═══ Record excerpts ═══

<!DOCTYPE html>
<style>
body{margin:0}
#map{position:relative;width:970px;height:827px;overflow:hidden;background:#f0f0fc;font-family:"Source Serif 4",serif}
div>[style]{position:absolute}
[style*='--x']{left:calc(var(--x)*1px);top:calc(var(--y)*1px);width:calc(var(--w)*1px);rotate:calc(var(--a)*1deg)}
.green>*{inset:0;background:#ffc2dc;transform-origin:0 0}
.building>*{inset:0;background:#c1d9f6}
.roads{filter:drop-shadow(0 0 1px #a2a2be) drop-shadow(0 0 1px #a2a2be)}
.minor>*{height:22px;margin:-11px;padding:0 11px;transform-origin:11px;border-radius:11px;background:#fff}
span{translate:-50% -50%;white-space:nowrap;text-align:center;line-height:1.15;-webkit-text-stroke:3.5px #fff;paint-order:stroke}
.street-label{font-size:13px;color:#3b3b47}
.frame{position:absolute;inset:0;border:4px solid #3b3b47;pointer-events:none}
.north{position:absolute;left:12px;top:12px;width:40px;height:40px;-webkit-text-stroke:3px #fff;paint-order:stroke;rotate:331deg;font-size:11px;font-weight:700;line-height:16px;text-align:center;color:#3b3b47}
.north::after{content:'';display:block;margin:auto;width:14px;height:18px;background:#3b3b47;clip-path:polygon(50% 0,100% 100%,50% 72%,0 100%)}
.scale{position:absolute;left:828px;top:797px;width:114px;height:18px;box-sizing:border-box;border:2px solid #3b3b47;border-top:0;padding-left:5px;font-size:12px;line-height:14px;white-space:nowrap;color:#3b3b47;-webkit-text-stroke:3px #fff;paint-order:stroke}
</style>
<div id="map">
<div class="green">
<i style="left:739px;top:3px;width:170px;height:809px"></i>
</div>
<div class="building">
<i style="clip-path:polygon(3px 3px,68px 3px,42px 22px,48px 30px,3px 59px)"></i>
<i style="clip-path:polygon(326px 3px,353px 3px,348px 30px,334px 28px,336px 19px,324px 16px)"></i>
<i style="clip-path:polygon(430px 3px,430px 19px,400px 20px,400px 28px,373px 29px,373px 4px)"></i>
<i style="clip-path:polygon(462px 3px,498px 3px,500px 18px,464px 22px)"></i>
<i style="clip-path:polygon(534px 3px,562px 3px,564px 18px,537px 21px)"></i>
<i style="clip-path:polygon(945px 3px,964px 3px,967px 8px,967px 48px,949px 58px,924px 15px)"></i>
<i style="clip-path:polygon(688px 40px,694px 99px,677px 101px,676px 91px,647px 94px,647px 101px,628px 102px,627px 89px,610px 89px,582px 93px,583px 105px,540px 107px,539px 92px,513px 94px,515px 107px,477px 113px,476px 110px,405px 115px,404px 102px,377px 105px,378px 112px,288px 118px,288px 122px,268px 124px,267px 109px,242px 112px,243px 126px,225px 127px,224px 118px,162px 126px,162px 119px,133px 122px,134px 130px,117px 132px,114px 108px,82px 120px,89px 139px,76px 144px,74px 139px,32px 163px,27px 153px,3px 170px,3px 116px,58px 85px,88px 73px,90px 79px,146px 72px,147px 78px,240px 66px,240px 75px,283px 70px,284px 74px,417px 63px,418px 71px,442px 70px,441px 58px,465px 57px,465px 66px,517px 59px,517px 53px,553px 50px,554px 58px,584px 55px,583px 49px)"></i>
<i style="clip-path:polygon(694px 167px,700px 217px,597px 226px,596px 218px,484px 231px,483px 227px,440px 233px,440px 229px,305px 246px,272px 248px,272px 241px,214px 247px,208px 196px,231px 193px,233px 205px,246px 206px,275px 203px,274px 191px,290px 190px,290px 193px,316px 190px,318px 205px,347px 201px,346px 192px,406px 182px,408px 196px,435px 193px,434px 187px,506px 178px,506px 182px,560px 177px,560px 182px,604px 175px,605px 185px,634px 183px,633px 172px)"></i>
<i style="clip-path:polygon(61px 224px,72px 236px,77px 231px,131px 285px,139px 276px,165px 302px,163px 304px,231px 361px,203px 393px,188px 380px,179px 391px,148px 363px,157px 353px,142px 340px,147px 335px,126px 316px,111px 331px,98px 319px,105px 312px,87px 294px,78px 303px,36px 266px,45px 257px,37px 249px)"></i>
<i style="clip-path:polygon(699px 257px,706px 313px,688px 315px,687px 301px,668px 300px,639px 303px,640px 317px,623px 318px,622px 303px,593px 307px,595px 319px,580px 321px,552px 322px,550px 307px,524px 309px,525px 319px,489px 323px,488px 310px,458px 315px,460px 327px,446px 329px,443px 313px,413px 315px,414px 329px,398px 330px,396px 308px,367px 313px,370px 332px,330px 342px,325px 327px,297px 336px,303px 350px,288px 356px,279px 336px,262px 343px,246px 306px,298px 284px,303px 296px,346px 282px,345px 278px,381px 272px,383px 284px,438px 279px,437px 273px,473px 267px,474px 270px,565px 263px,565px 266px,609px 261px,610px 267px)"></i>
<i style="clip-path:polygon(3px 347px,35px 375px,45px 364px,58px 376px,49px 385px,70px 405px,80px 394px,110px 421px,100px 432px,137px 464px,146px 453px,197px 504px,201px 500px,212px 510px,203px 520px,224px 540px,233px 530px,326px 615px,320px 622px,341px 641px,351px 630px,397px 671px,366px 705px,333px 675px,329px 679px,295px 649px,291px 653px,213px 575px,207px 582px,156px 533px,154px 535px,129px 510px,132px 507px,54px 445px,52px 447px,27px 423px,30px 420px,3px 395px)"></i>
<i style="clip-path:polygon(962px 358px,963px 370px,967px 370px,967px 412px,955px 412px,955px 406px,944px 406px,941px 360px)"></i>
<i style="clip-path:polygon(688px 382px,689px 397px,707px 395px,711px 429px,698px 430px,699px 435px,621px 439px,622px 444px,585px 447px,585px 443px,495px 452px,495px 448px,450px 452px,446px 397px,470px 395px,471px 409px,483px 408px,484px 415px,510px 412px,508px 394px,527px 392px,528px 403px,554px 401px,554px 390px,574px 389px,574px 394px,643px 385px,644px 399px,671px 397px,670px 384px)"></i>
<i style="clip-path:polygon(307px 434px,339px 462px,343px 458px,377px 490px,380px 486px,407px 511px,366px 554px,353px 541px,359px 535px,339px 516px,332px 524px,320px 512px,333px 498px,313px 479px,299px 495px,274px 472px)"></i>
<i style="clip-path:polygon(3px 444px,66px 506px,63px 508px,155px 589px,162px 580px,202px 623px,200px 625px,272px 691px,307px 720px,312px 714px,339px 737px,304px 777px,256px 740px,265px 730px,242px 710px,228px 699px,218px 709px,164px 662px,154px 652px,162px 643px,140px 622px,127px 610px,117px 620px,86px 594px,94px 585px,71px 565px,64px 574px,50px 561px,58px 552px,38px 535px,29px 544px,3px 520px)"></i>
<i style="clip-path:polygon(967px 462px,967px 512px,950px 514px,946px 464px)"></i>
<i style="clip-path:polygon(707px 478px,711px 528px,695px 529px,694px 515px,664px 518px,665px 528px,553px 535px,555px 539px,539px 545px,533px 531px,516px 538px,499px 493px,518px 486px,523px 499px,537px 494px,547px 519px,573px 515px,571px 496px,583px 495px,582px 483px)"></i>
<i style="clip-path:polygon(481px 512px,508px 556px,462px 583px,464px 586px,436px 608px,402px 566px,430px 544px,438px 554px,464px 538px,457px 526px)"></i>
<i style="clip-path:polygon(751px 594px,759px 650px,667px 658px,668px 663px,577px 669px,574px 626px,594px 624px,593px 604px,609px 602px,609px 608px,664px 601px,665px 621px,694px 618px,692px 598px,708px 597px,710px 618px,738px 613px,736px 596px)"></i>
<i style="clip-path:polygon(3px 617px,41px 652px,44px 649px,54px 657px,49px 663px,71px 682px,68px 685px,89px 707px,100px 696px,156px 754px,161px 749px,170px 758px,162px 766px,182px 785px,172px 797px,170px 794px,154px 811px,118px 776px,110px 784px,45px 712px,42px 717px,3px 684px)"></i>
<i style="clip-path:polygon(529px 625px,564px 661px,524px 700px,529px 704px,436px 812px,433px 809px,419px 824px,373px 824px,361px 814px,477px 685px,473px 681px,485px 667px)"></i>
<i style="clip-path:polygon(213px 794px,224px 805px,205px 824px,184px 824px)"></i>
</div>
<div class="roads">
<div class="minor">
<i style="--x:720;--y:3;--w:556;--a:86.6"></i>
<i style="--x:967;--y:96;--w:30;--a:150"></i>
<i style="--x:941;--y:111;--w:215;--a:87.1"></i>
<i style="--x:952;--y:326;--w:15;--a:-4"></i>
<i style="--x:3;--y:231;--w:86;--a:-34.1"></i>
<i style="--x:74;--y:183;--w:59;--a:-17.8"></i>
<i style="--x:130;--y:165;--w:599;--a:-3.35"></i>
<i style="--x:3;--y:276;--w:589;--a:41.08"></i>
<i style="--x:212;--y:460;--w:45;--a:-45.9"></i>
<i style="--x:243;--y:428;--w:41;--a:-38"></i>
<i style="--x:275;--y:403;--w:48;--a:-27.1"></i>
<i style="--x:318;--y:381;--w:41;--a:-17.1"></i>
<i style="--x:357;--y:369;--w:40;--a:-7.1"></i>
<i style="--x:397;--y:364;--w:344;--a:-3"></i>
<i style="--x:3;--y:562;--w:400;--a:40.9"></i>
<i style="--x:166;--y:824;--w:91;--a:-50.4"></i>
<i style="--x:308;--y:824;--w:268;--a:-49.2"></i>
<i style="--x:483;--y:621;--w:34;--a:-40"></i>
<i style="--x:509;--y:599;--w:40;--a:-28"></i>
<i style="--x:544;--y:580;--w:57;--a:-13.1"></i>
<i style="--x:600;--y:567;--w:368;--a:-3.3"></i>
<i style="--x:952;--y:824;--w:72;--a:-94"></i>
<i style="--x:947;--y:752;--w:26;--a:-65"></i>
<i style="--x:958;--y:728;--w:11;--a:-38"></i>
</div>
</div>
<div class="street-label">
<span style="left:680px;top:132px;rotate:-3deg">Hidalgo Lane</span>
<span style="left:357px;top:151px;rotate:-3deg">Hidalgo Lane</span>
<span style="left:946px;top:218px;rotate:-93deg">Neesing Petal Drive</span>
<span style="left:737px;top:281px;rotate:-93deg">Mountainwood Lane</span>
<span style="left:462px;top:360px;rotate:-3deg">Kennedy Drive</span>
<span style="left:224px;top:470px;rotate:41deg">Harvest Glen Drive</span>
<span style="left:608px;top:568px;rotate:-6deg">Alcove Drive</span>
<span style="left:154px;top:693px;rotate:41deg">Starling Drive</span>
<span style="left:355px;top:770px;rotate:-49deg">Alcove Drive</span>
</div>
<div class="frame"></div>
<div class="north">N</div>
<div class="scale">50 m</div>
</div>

═══
═══ Record excerpts ═══

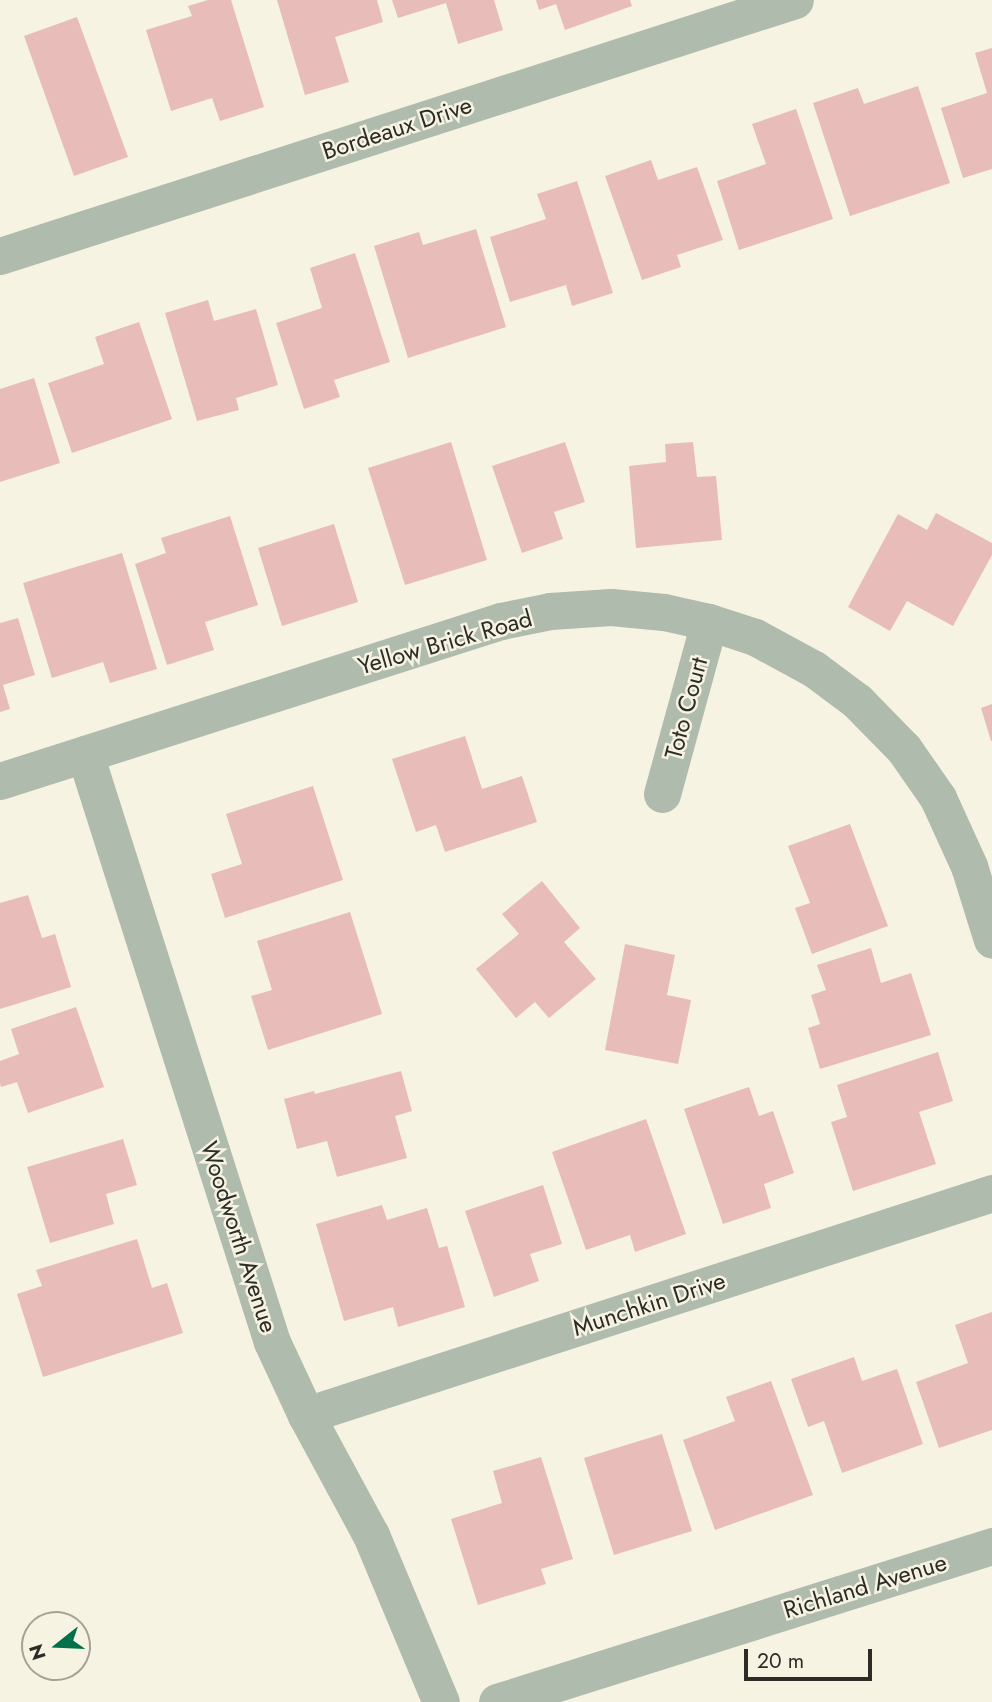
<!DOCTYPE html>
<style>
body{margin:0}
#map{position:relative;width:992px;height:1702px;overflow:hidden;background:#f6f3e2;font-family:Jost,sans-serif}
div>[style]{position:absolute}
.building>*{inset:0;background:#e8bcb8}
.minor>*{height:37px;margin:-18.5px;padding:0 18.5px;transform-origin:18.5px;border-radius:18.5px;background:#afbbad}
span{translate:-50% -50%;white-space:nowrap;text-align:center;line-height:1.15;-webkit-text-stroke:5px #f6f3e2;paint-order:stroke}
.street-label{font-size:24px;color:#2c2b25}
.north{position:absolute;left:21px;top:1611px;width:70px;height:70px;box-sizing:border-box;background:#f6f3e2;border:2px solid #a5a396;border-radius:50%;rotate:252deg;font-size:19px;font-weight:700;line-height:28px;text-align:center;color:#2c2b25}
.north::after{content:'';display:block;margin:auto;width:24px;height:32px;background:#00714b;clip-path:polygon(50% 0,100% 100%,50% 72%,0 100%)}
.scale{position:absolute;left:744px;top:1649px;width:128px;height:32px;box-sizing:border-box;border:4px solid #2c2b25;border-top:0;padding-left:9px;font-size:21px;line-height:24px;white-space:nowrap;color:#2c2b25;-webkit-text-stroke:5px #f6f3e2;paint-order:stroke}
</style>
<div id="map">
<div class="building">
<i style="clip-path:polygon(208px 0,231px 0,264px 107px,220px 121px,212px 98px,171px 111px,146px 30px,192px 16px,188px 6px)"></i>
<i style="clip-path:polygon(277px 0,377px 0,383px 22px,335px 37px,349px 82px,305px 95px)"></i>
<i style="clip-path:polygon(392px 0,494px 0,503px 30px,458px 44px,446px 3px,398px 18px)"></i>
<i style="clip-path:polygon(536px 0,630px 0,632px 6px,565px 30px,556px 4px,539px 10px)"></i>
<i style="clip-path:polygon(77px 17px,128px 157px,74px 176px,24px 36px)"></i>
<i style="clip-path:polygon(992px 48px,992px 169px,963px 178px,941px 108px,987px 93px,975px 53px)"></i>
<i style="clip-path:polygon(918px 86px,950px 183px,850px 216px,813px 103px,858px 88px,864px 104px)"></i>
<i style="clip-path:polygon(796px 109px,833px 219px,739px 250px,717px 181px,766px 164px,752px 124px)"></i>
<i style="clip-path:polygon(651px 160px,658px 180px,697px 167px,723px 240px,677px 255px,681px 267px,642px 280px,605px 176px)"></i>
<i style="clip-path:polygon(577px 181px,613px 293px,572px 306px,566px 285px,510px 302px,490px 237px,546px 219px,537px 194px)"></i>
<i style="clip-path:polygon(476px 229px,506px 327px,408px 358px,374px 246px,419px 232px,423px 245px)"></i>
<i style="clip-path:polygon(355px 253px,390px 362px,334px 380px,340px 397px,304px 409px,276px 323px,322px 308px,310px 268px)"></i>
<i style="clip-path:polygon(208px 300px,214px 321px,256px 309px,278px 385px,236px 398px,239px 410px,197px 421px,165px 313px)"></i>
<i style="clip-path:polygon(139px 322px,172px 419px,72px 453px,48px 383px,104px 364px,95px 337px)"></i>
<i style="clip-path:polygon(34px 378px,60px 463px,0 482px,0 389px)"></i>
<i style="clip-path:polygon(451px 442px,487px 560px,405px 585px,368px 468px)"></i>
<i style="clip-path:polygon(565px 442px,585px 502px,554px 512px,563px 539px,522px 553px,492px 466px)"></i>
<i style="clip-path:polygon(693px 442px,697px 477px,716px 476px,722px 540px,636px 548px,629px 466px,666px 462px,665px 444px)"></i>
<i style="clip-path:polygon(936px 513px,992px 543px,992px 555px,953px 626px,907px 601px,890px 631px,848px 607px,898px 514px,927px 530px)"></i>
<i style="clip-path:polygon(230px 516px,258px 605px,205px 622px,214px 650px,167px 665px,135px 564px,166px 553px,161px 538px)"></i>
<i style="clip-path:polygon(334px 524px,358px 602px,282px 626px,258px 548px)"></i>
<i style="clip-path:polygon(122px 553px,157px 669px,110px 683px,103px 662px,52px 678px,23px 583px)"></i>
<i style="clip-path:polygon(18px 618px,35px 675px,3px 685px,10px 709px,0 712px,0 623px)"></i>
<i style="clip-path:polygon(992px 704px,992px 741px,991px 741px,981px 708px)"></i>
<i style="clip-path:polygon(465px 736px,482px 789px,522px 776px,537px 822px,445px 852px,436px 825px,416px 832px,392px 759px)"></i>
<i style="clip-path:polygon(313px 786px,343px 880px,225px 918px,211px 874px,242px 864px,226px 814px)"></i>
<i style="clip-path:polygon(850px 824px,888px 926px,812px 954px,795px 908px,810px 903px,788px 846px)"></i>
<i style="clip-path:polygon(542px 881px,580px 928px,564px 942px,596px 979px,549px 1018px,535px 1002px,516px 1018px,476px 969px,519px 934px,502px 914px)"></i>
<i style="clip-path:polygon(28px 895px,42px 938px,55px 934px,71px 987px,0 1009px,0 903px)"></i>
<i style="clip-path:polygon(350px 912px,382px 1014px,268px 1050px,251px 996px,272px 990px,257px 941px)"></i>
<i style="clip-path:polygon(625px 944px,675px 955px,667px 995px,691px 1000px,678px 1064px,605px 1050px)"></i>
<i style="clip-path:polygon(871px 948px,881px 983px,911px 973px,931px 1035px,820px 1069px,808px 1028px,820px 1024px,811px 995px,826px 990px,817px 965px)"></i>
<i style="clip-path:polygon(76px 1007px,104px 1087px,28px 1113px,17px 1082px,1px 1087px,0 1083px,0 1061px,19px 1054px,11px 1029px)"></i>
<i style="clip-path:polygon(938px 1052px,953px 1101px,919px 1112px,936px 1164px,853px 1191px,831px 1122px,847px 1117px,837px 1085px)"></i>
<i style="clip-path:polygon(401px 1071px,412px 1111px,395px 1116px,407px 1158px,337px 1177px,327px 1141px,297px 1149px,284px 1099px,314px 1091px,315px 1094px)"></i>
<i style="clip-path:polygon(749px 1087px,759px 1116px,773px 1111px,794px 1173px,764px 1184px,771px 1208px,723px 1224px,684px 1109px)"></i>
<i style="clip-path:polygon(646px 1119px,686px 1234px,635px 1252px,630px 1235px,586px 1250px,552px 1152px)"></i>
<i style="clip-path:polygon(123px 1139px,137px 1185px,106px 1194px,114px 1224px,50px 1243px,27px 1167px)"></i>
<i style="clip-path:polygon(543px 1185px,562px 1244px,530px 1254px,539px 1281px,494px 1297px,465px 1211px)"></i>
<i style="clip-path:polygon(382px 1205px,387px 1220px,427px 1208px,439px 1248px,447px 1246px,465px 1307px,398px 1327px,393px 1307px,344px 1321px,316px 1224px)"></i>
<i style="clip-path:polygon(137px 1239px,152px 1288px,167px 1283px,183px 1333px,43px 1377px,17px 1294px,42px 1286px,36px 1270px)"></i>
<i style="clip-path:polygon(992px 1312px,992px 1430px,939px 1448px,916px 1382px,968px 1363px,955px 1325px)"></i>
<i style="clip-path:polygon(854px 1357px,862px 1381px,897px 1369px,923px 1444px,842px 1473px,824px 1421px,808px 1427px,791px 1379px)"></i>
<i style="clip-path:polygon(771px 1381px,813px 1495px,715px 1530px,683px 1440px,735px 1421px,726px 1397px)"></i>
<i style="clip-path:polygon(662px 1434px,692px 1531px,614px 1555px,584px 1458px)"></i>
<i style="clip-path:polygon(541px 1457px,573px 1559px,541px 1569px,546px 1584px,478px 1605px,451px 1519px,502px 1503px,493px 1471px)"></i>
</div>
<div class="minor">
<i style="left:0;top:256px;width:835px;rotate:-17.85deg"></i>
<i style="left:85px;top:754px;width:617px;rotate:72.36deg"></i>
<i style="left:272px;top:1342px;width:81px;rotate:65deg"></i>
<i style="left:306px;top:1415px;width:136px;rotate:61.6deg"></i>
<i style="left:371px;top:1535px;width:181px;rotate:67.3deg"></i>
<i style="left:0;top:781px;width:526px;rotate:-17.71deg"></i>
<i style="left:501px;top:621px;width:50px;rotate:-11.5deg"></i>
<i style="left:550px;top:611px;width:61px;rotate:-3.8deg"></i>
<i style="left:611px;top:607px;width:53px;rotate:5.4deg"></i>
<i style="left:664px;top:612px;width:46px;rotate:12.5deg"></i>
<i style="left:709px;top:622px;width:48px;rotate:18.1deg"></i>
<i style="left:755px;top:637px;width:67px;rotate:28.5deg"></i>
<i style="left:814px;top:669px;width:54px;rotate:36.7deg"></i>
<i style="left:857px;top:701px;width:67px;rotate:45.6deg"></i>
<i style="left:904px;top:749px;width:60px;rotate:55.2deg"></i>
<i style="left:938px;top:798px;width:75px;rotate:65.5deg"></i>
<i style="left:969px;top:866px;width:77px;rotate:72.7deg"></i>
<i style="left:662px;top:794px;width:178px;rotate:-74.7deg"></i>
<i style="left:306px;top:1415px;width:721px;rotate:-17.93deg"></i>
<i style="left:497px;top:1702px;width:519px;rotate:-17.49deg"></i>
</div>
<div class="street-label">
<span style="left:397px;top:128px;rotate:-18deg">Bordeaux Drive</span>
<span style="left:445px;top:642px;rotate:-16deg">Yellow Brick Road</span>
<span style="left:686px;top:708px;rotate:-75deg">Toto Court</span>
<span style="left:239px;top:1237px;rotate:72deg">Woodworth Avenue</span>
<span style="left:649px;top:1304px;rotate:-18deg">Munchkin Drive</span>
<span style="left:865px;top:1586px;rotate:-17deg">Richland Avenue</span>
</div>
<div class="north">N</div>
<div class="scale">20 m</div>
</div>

═══

**Work required**.
Show every line above in which the word "overflow" appears.

**Written response**.
#map{position:relative;width:970px;height:827px;overflow:hidden;background:#f0f0fc;font-family:"Source Serif 4",serif}
#map{position:relative;width:992px;height:1702px;overflow:hidden;background:#f6f3e2;font-family:Jost,sans-serif}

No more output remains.